■ YOUR INSTRUCTIONS
Please write out all of the entries beneath this line exactly, skipping the pictures.

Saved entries
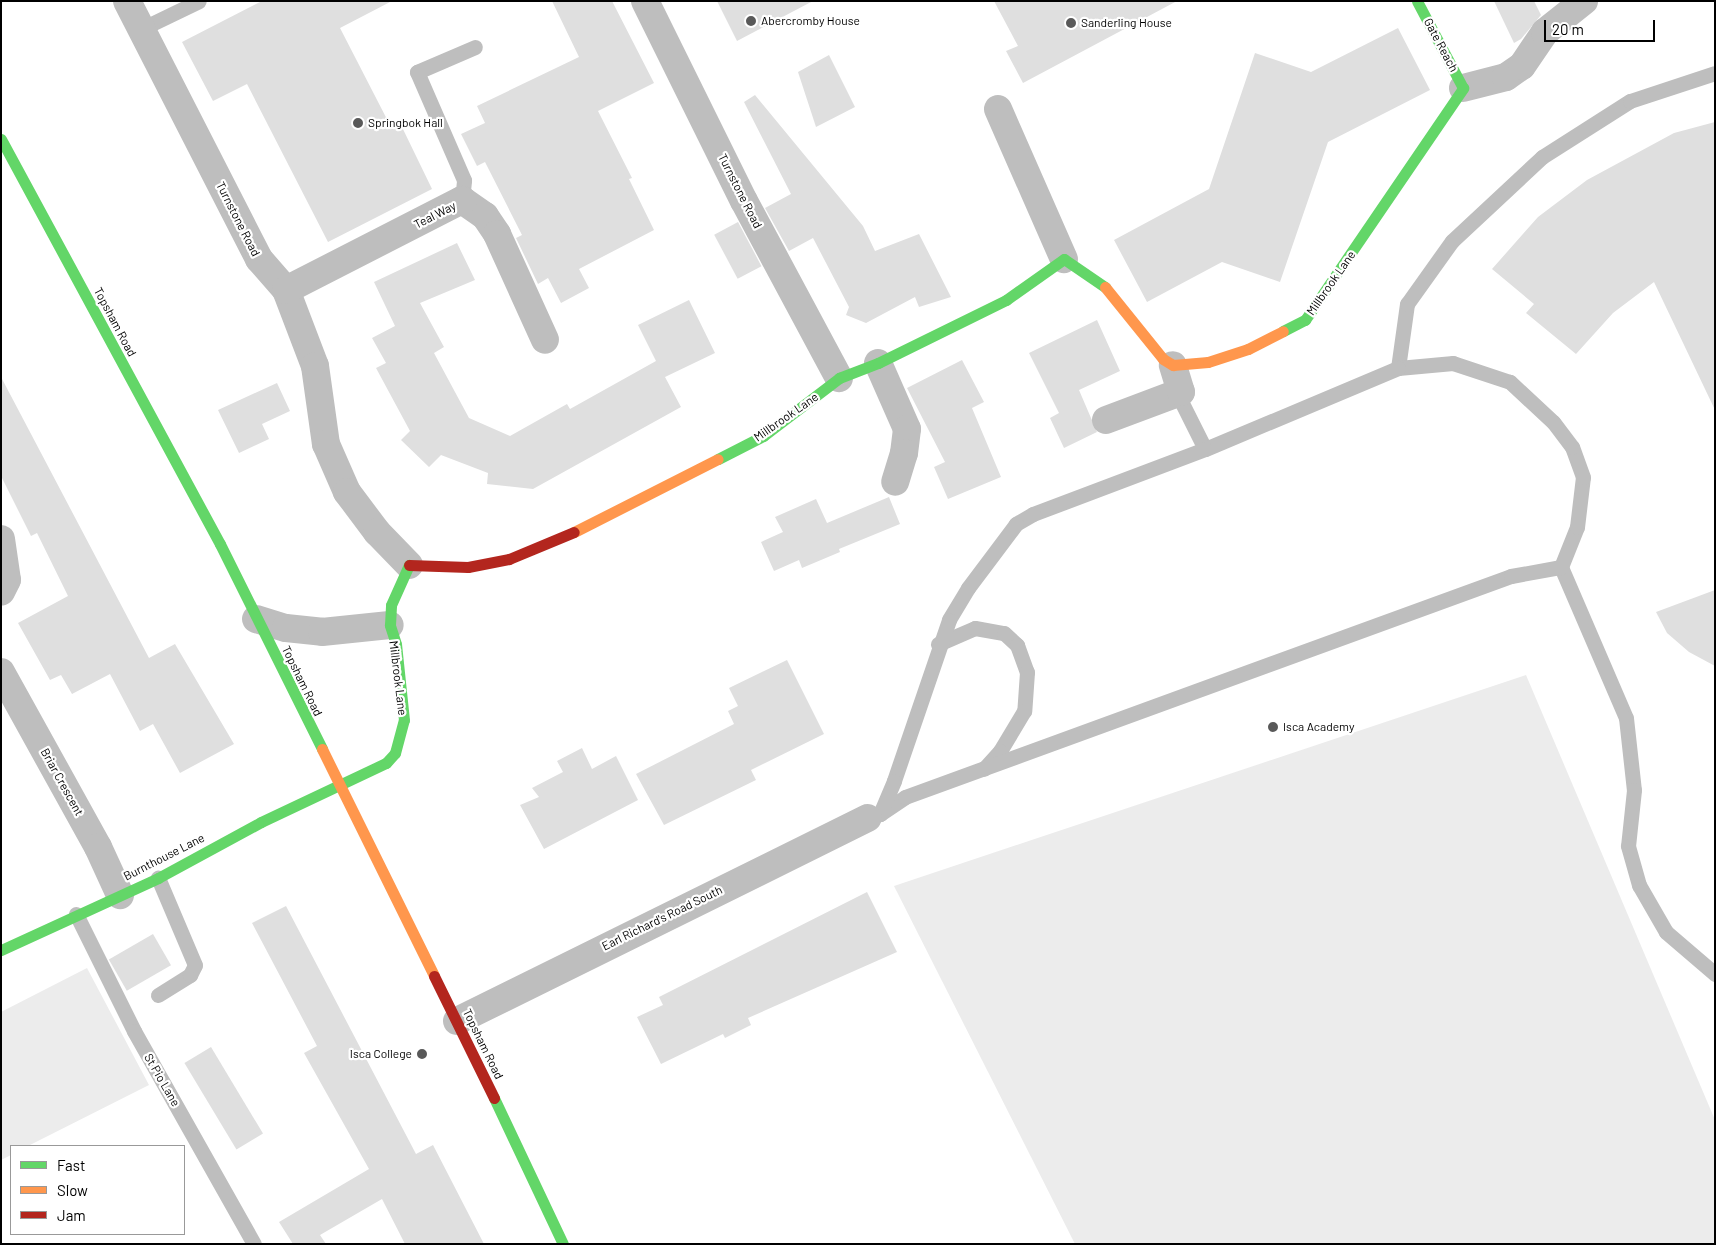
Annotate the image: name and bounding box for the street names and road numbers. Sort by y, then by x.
street label: Gate Reach [1421,16,1461,74]
street label: Turnstone Road [715,151,765,231]
street label: Turnstone Road [213,179,263,259]
street label: Teal Way [412,198,458,232]
street label: Millbrook Lane [1304,248,1358,318]
street label: Topsham Road [91,285,139,359]
street label: Millbrook Lane [751,390,821,444]
street label: Millbrook Lane [386,640,410,716]
street label: Topsham Road [279,644,325,718]
street label: Briar Crescent [38,746,86,818]
street label: Burnthouse Lane [121,830,207,884]
street label: Earl Richard's Road South [599,883,725,953]
street label: Topsham Road [460,1007,506,1081]
street label: St Pio Lane [141,1051,183,1109]

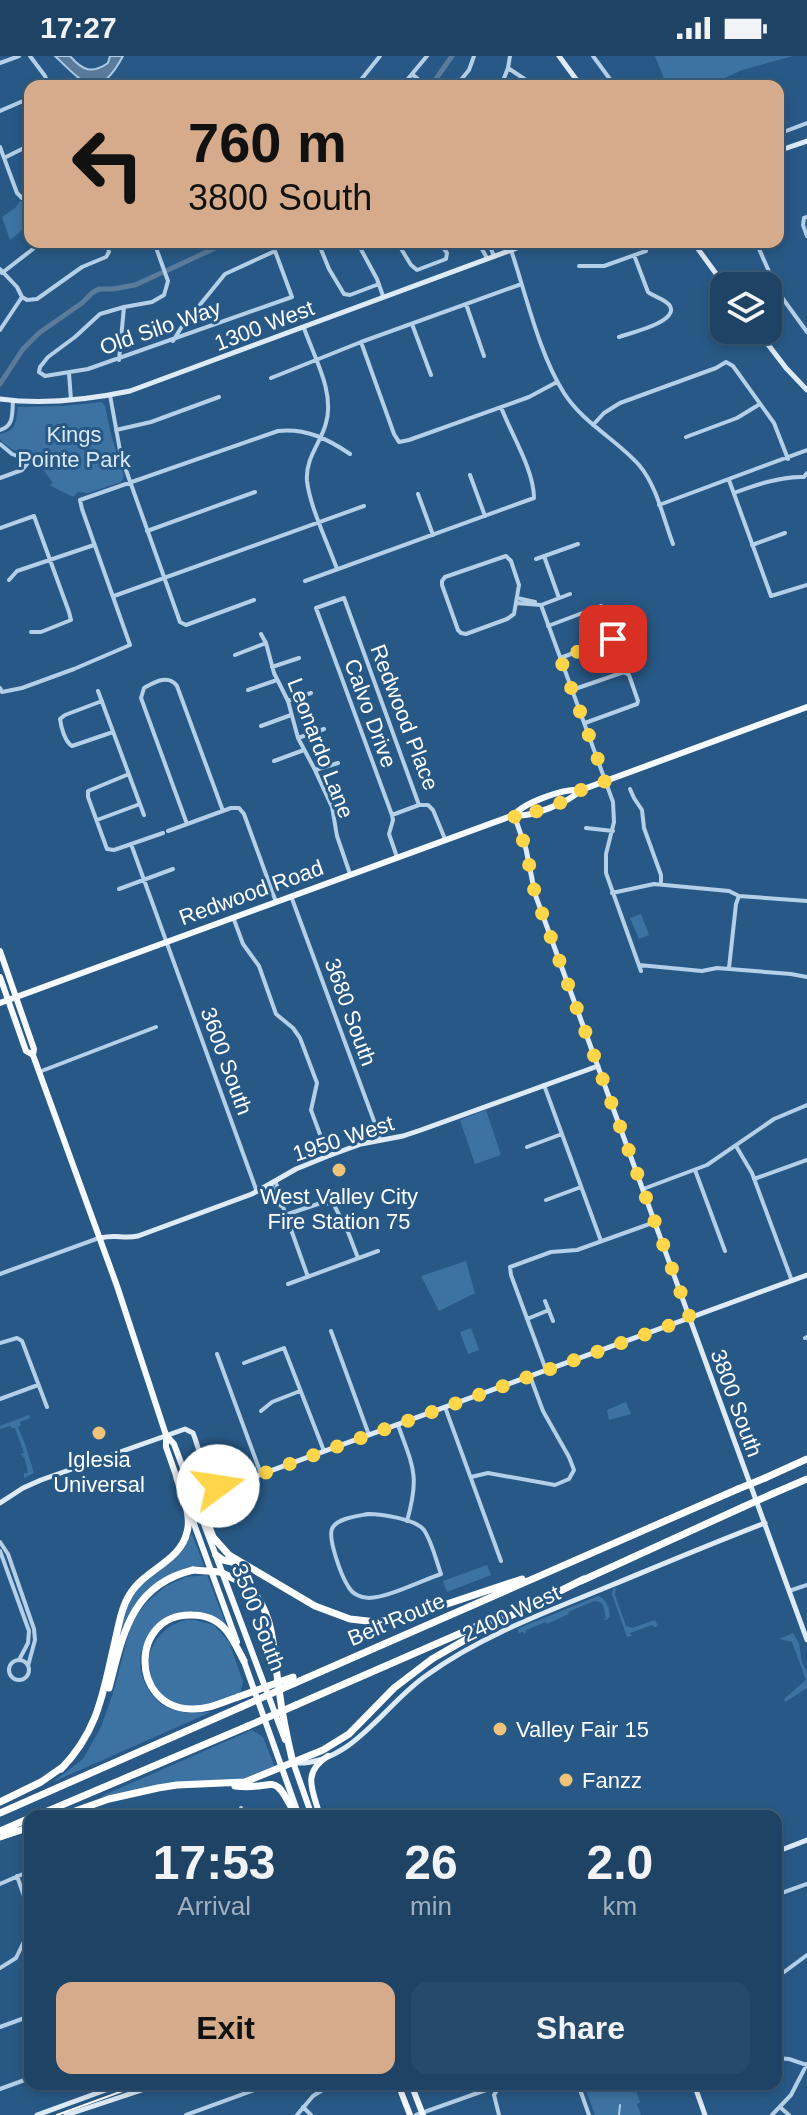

■ RESPONSE AREA
Annotate the image: name and bounding box for the street names and road numbers. Sort by y, then by x.
street label: Gate Reach [1421,16,1461,74]
street label: Turnstone Road [715,151,765,231]
street label: Turnstone Road [213,179,263,259]
street label: Teal Way [412,198,458,232]
street label: Millbrook Lane [1304,248,1358,318]
street label: Topsham Road [91,285,139,359]
street label: Millbrook Lane [751,390,821,444]
street label: Millbrook Lane [386,640,410,716]
street label: Topsham Road [279,644,325,718]
street label: Briar Crescent [38,746,86,818]
street label: Burnthouse Lane [121,830,207,884]
street label: Earl Richard's Road South [599,883,725,953]
street label: Topsham Road [460,1007,506,1081]
street label: St Pio Lane [141,1051,183,1109]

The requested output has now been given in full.